Contributing to the compiler? Read this page, then crate map, then the crate whose area you're touching.
Debugging a compiler issue? Find the likely crate in the crate map and follow its Key files column.
Writing a tool (fuzzer, linter, translator)? Read VBC bytecode — VBC is the stable intermediate.

The big picture

Key crates at a glance

Crate	Role
`verum_common`	Semantic-type primitives (`List`, `Text`, `Map`, …) and shared layout constants.
`verum_fast_parser`	Main recursive-descent parser — direct-to-AST.
`verum_ast`	AST node definitions.
`verum_syntax`	Lossless red-green tree for the formatter and IDE.
`verum_protocol_types`	Shared protocol / GAT / CBGR-predicate type definitions (no logic).
`verum_types`	Inference, unification, refinement, cubical, dependent, exhaustiveness.
`verum_cbgr`	Reference-tier analysis suite (escape, NLL, Polonius, points-to, SMT-alias, …).
`verum_smt`	Capability-routed SMT layer — portfolio executor with cross-validation between solver adapters.
`verum_verification`	Hoare logic, VCGen, tactic evaluator, dependent verifier, certificate replay.
`verum_kernel`	LCF-style trusted kernel — sole member of the TCB.
`verum_core`	Typed pipeline IR — the stable contract between AST and kernel.
`verum_modules`	Module resolution, coherence, parallel loader, cog resolver.
`verum_vbc`	Bytecode, interpreter (Tier 0), VBC codegen, monomorphisation, archive format.
`verum_codegen`	LLVM (CPU) + MLIR (GPU) backends.
`verum_compiler`	Phase orchestration, derives, hygiene, embedded stdlib, incremental compiler.
`verum_lsp`	LSP 3.17 server.
`verum_dap`	Debug Adapter Protocol server.
`verum_interactive`	REPL and Playbook TUI.
`verum_cli`	Command-line frontend (binary `verum`).

See crate map for every crate with key files and entry points.

Pipeline summary

MIR is not in the main pipeline — it exists only to serve the SMT verifier and advanced optimisation passes.
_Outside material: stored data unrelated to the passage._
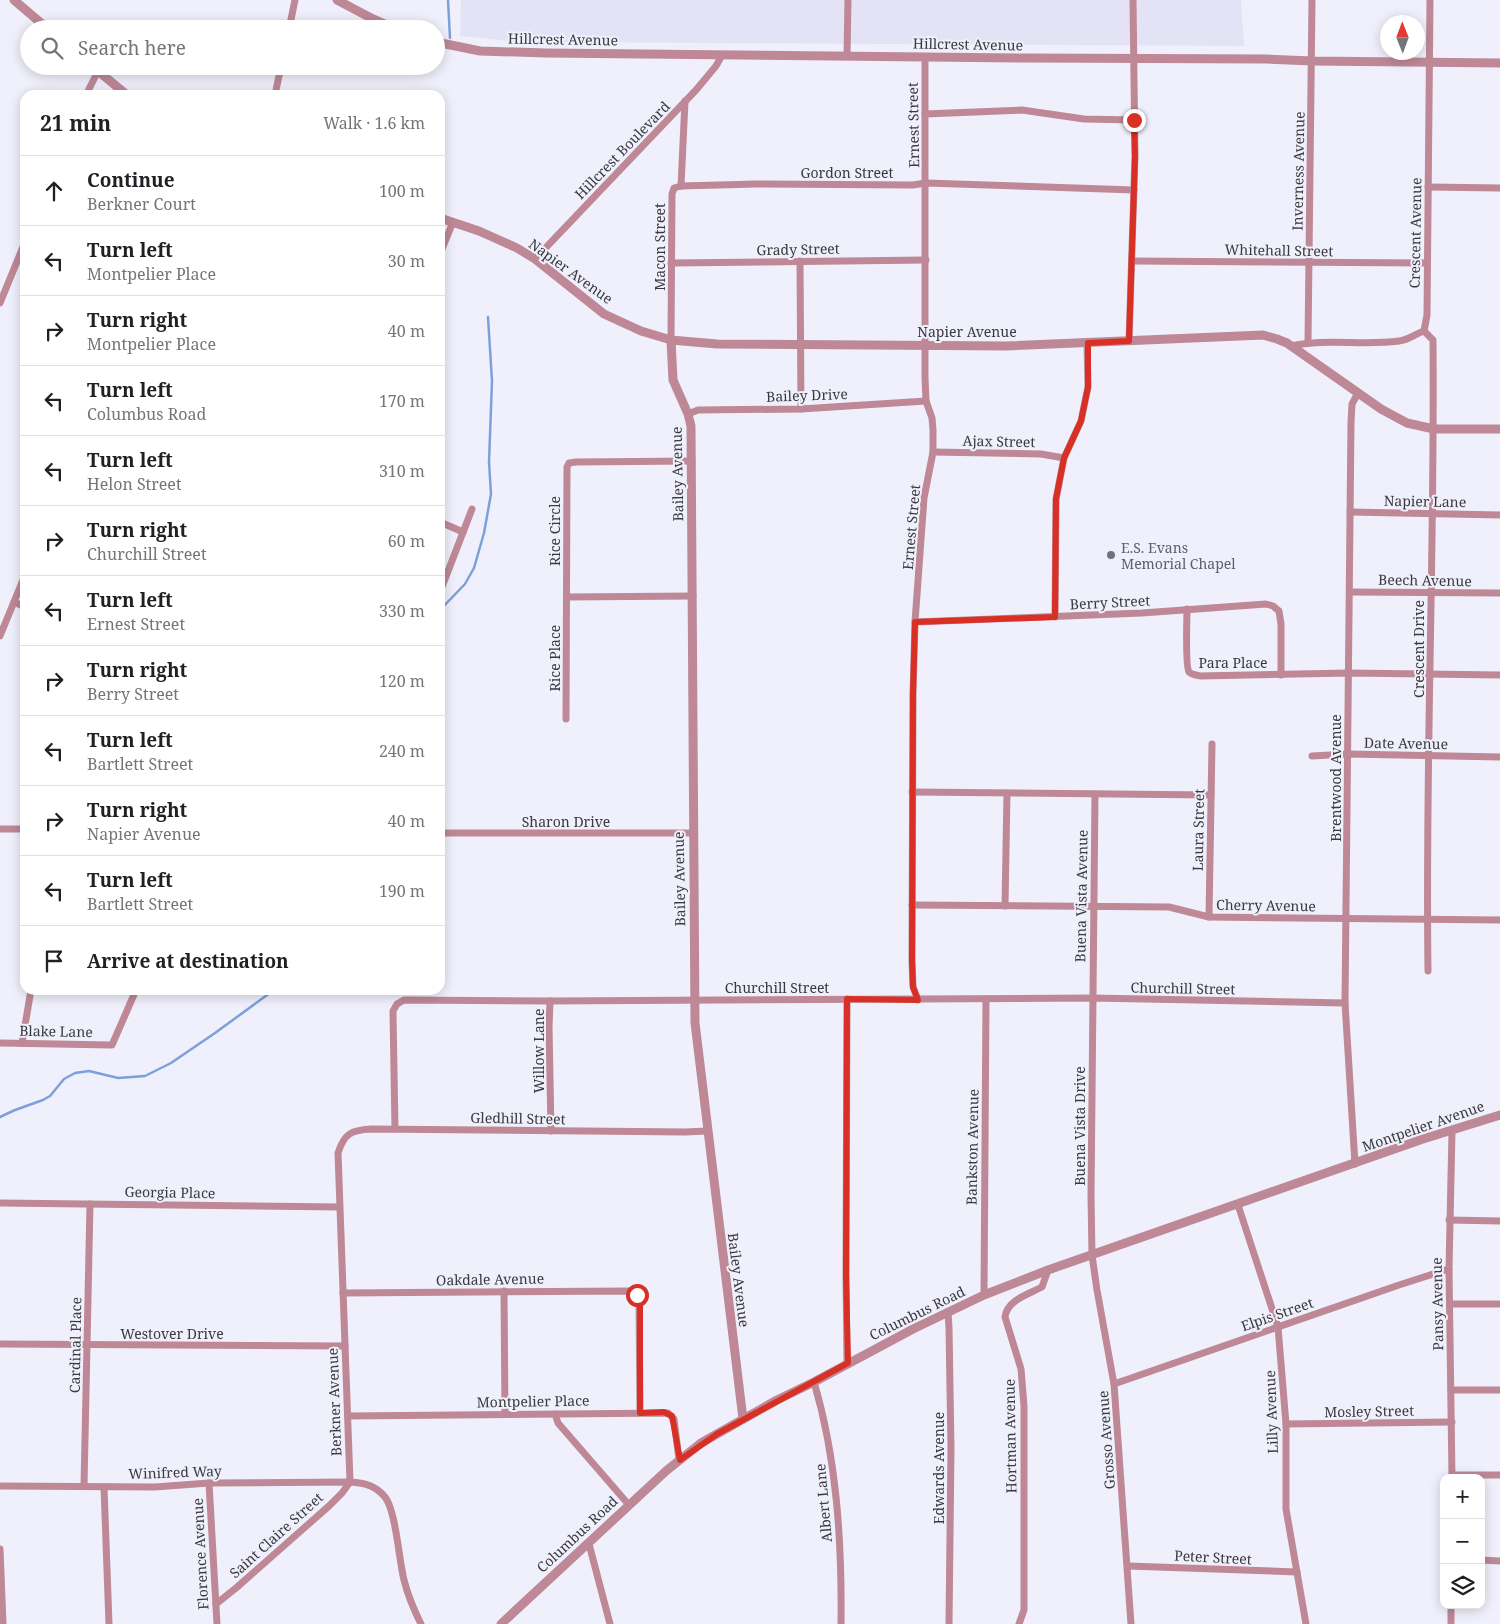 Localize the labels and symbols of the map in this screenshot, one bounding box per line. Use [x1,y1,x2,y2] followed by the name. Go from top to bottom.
[1380,15,1425,60] north arrow
[508,29,618,49] street label: Hillcrest Avenue
[913,34,1023,54] street label: Hillcrest Avenue
[903,82,923,168] street label: Ernest Street
[570,97,674,203] street label: Hillcrest Boulevard
[1123,109,1146,132] route end
[1287,111,1309,231] street label: Inverness Avenue
[800,163,894,182] street label: Gordon Street
[1405,177,1425,289] street label: Crescent Avenue
[650,203,669,291] street label: Macon Street
[525,234,617,308] street label: Napier Avenue
[756,239,840,259] street label: Grady Street
[1225,240,1334,260] street label: Whitehall Street
[917,322,1017,341] street label: Napier Avenue
[766,384,848,406] street label: Bailey Drive
[667,426,687,522] street label: Bailey Avenue
[962,431,1036,451] street label: Ajax Street
[898,483,924,571] street label: Ernest Street
[1384,491,1466,511] street label: Napier Lane
[545,496,564,566] street label: Rice Circle
[1121,538,1236,573] place label: E.S. Evans Memorial Chapel
[1105,549,1117,561] marker: E.S. Evans Memorial Chapel
[1378,570,1472,590] street label: Beech Avenue
[1069,590,1151,614] street label: Berry Street
[1409,600,1428,698] street label: Crescent Drive
[545,625,564,691] street label: Rice Place
[1198,653,1268,672] street label: Para Place
[1326,714,1345,842] street label: Brentwood Avenue
[1364,733,1448,753] street label: Date Avenue
[1188,789,1208,871] street label: Laura Street
[522,812,610,831] street label: Sharon Drive
[1070,829,1092,963] street label: Buena Vista Avenue
[669,831,689,927] street label: Bailey Avenue
[1216,895,1316,915] street label: Cherry Avenue
[725,978,829,997] street label: Churchill Street
[1131,978,1236,998] street label: Churchill Street
[529,1009,548,1093] street label: Willow Lane
[19,1021,93,1041] street label: Blake Lane
[1070,1066,1089,1186] street label: Buena Vista Drive
[961,1089,983,1205] street label: Bankston Avenue
[1359,1096,1487,1156] street label: Montpelier Avenue
[470,1108,566,1128] street label: Gledhill Street
[124,1182,216,1202] street label: Georgia Place
[724,1232,754,1328] street label: Bailey Avenue
[1427,1257,1447,1351] street label: Pansy Avenue
[436,1269,544,1289] street label: Oakdale Avenue
[866,1281,968,1344] street label: Columbus Road
[626,1284,649,1307] route start
[1238,1293,1316,1335] street label: Elpis Street
[65,1297,85,1393] street label: Cardinal Place
[120,1324,224,1343] street label: Westover Drive
[323,1348,345,1456] street label: Berkner Avenue
[1260,1370,1282,1454] street label: Lilly Avenue
[1000,1379,1020,1493] street label: Hortman Avenue
[1093,1390,1119,1490] street label: Grosso Avenue
[476,1391,590,1411] street label: Montpelier Place
[1324,1401,1414,1421] street label: Mosley Street
[929,1412,948,1524] street label: Edwards Avenue
[128,1461,222,1483] street label: Winifred Way
[810,1463,836,1543] street label: Albert Lane
[225,1488,327,1582] street label: Saint Claire Street
[532,1491,622,1577] street label: Columbus Road
[188,1498,212,1610] street label: Florence Avenue
[1174,1545,1252,1569] street label: Peter Street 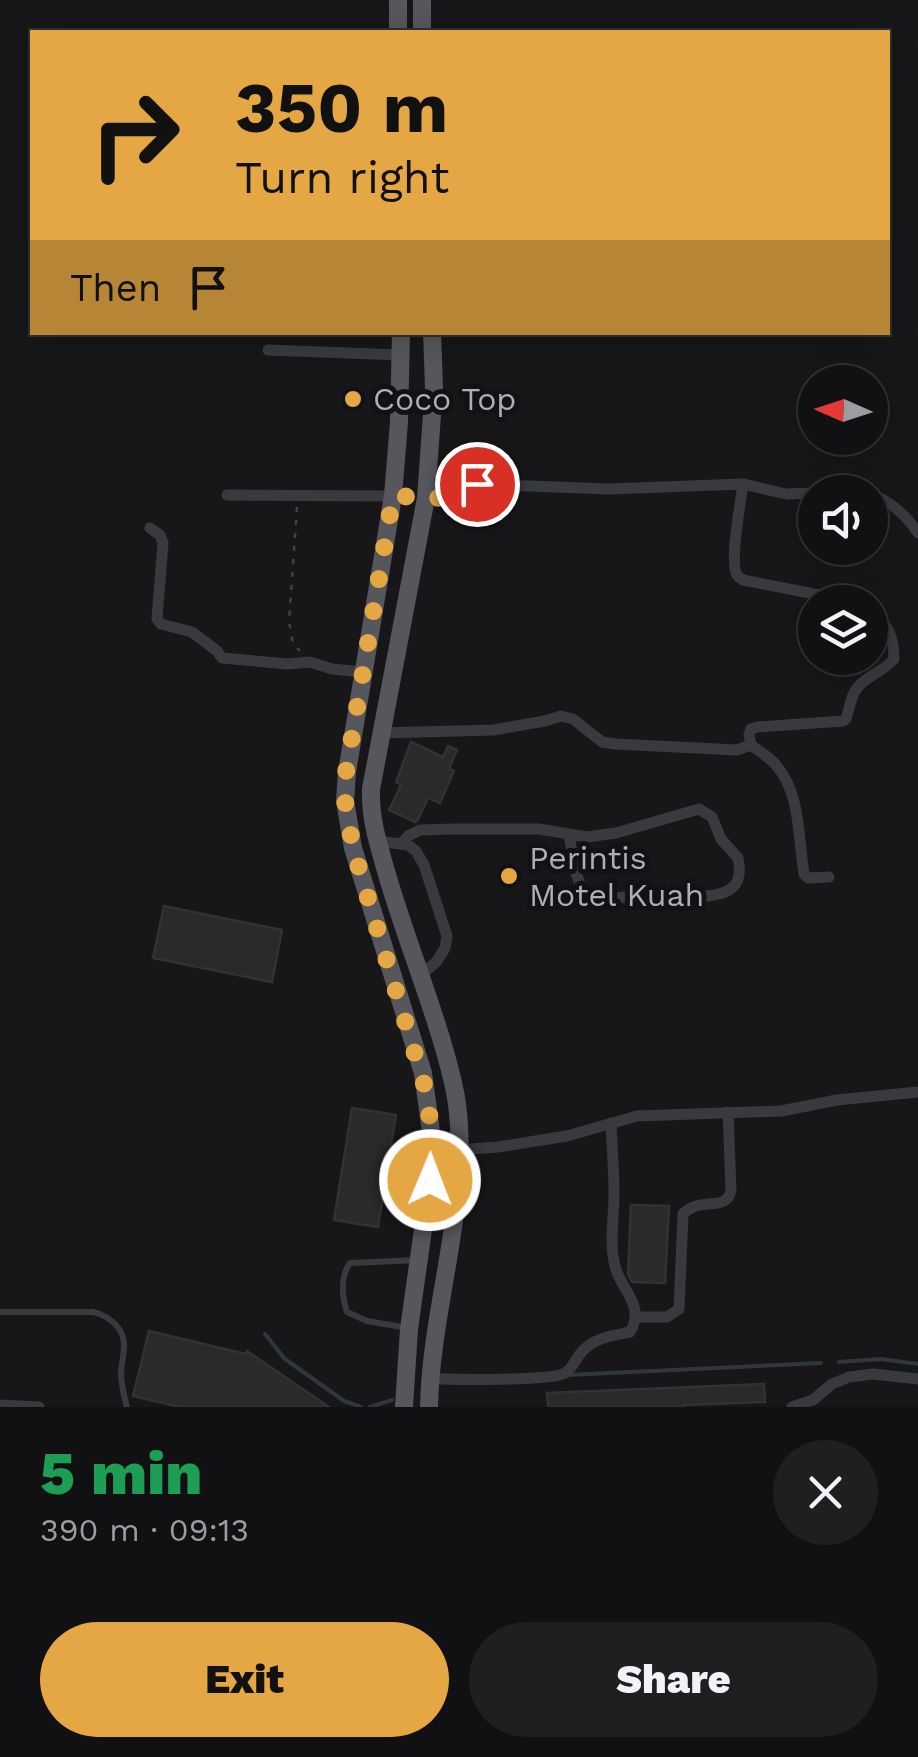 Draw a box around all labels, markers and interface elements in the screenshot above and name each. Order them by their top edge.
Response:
text: 350 m [235,67,448,149]
icon: right [70,70,200,200]
text: Turn right [235,151,449,204]
icon: arrive [181,260,236,315]
text: Then [70,266,161,310]
north arrow [798,365,888,455]
map controls [798,365,888,675]
place label: Coco Top [373,380,516,418]
marker: Coco Top [342,388,364,410]
pin [435,442,520,527]
icon: arrive [450,457,505,512]
button: sound [798,475,888,565]
button: layers [798,585,888,675]
place label: Perintis Motel Kuah [529,839,704,914]
marker: Perintis Motel Kuah [498,865,520,887]
position arrow [378,1128,482,1232]
text: 5 min [40,1438,202,1509]
button: close [773,1440,878,1545]
text: 390 m · 09:13 [40,1511,249,1549]
button: Exit [40,1622,449,1737]
button: Share [469,1622,878,1737]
Full phase detail: compilation pipeline.

What's implemented today

Production-ready

Bidirectional type inference with dataflow-sensitive narrowing.
Refinement types with SMT discharge; @verify(formal|thorough|certified).
Dependent types — Π, Σ, path types, computational univalence.
Cubical normaliser with HoTT primitives and HITs.
Capability-routed SMT layer that classifies obligations by theory signature and picks the best solver adapter; obligations marked high-assurance can be cross-validated by running multiple adapters in parallel.
VBC bytecode with primary + extended opcode tables and a dispatch-table interpreter.
LLVM AOT codegen with tier-aware CBGR lowering (Ref / RefChecked / RefUnsafe).
CBGR memory safety — a multi-module analysis suite (escape, NLL, Polonius, points-to, SMT-alias, ownership, lifetime, concurrency, …) feeding per-reference tier decisions.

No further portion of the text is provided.